====== Data provided

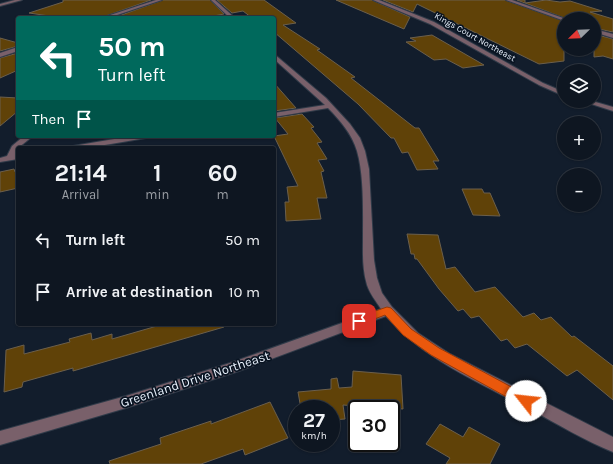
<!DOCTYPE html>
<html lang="en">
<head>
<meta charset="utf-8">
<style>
	body { margin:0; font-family:Karla,sans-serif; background:#171f2a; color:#f1f3f6; height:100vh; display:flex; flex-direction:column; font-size:15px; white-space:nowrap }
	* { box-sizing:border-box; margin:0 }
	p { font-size:13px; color:#9b9fa5 }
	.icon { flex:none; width:22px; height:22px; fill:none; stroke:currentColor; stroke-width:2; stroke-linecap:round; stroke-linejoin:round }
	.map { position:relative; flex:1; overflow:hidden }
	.details { position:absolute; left:16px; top:146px; width:260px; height:180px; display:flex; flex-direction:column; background:#0e1621; border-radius:4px; box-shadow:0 1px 3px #0004,0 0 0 1px #2e353f }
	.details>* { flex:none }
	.hud { position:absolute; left:16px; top:16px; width:260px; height:122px; border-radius:4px; box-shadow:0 1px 3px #0004,0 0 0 1px #2e353f; background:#00695c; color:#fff; overflow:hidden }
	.needle { width:26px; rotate:247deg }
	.buttons { position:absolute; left:557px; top:12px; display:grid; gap:8px }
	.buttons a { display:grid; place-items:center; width:44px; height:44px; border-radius:50%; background:#0e1621; box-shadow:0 1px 3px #0004,0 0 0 1px #2e353f; font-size:20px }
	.speed { position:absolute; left:288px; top:400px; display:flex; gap:8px; font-size:20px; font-weight:700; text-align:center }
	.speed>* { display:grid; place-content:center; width:52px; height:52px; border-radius:50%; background:#0e1621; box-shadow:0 1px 3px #0004,0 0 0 1px #2e353f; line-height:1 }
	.speed small { font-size:10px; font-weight:400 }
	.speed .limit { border:2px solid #111; border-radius:6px; background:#fff; color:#111 }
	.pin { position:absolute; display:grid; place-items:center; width:34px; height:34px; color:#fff; margin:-17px; border-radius:8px; box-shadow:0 2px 6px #0006 }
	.me { position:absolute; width:44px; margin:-22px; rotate:299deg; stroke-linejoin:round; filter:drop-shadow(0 0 3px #0008) }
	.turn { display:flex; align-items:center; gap:14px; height:84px; padding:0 16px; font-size:18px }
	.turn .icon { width:52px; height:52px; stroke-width:2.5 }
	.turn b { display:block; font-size:28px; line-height:34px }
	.then { display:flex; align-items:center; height:38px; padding:0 16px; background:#0003; gap:8px; font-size:15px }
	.eta { display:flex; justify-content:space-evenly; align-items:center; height:68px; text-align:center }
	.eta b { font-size:24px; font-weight:700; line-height:28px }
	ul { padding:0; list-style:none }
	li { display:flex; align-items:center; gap:12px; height:52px; padding:0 16px }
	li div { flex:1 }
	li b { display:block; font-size:15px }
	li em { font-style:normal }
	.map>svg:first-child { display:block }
</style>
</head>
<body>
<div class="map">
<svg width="613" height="464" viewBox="0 0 613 464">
	<rect width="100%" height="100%" fill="#121d2c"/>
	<path fill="#604208" stroke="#6b5f4c" d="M63,0H151L100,18H63L29,13L63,2Z
		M163,0H210L224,14L203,18H113Z
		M217,0H264L296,23L283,25L320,49L317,50L355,77L351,78L415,128H419L439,161H433L438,169L417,170L408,152L402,153L394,138H391L358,104L274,32V18H252L243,11L232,13Z
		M336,0H372L410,17L404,29Z
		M383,0H505L564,21V61L539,64L417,4L413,12Z
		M517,0H525V3L546,0L560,2L570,1L602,11L590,12L613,19V32L594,28V19H567Z
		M594,34L613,39V59L603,56L594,57Z
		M432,35L484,65L463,68L446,59L434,60L406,42L416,41L410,38Z
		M0,38L18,43V46L0,51Z
		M18,53V70L0,78V58Z
		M274,83L296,108L274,111Z
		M0,97L18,98V111L0,126Z
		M302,114L314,127L311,128L322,142L317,143L327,159L318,160L324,171L321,172L327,198H317L321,219L286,221L285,202H289L287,187L298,186L274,136L288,134L275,118Z
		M14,169L15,172H18V188L0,192V172Z
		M462,189H482L484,193H490L500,216L473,215Z
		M407,234L438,235L446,269L455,267L475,292L495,287L523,317L534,313L541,320L551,317L572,337L574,336L613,366V400L577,370L567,376L527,344L515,348L507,339L501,341L479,316L471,318L463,309L458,311L439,289L417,259H415L414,254H411Z
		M164,324H224V327L73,371V368L23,382L22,387L4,392L6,350L24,345V354L70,342L69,339L91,333L92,340L112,334V339Z
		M353,371L401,375L403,409L343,405L345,419L331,420V409H301L298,392L331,389V379L337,378L339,388L352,387Z
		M270,402L288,438L245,455L243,449L201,464H110L109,461L161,444L160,438L211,421V424Z
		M440,424L463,437L469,427L500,444L490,464H446L450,458L426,444Z"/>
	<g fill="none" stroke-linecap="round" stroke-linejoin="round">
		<g stroke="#303b49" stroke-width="2">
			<path id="street" d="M15,0H22L0,6V4Z
				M156,0H162L108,18H101Z
				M211,0H215L235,18H230Z
				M373,0H379L434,22L543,83L564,92V96L539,85L430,24Z
				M506,0H512L566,19L562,20Z
				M594,29L613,34V38L594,32Z
				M18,47V51L0,57V53Z
				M274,54L326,98L350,124L360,138L365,151L369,169L374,260L377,278L382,293L392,307L418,333L450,354L613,437V452C585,441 558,424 531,410C482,384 423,359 386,316L239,371L126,408L0,445V431L126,396L230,363L381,309C376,301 370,294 367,285C362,269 363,252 363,236C363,210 364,175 357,151C352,134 340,120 328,108L274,117V113L325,105L274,59Z
				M582,101H592L613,107V111Z
				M24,136H33L18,148L16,155H18V159L0,162V158L7,156L12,146Z
				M132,136H150L146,138L87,148H69L73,146Z"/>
		</g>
		<use href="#street" fill="#79606a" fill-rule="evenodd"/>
	</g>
	<path fill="#ea580c" stroke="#983908" d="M387,307L391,308L411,329L439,348L530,397L532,401L530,405L526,406L521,405L431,355L403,335L385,315L359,325L355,324L353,321L355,318Z"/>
	<g text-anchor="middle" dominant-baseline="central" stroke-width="3.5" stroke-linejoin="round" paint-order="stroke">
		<g font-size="9" fill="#e9f1fc" stroke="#091422">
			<text transform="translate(475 37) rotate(29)">Kings Court Northeast</text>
		</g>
		<g font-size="13" fill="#e9f1fc" stroke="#091422">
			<text transform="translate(195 379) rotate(-18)">Greenland Drive Northeast</text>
		</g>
	</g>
</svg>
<div class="buttons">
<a><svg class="needle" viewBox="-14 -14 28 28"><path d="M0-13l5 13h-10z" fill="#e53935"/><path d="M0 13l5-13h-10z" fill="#9b9fa5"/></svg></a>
<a><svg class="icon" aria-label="layers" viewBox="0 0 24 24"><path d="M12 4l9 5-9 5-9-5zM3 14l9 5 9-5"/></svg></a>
<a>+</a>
<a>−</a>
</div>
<div class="speed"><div>27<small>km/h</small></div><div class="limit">30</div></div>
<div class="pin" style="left:359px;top:321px;background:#d93025"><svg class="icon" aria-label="arrive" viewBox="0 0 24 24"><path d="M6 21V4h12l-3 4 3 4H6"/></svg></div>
<svg class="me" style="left:526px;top:401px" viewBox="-20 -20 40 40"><circle r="19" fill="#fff"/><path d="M0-13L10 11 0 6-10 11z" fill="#ea580c"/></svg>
<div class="hud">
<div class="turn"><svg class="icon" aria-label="left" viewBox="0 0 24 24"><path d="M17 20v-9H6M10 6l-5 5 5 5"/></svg><div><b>50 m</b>Turn left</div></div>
<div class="then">Then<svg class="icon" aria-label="arrive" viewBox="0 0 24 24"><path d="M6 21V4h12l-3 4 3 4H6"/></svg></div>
</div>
<section class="details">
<div class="eta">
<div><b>21:14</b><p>Arrival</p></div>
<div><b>1</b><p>min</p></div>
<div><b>60</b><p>m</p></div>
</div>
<ul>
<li><svg class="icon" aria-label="left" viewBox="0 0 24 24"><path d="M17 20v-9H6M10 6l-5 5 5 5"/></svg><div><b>Turn left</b></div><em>50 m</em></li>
<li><svg class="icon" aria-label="arrive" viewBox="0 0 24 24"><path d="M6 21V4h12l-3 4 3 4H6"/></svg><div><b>Arrive at destination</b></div><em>10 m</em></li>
</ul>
</section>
</div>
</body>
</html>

============

Exercise goal: Return a copy of every line in the records that includes the string "padding".

Answer section:
	.turn { display:flex; align-items:center; gap:14px; height:84px; padding:0 16px; font-size:18px }
	.then { display:flex; align-items:center; height:38px; padding:0 16px; background:#0003; gap:8px; font-size:15px }
	ul { padding:0; list-style:none }
	li { display:flex; align-items:center; gap:12px; height:52px; padding:0 16px }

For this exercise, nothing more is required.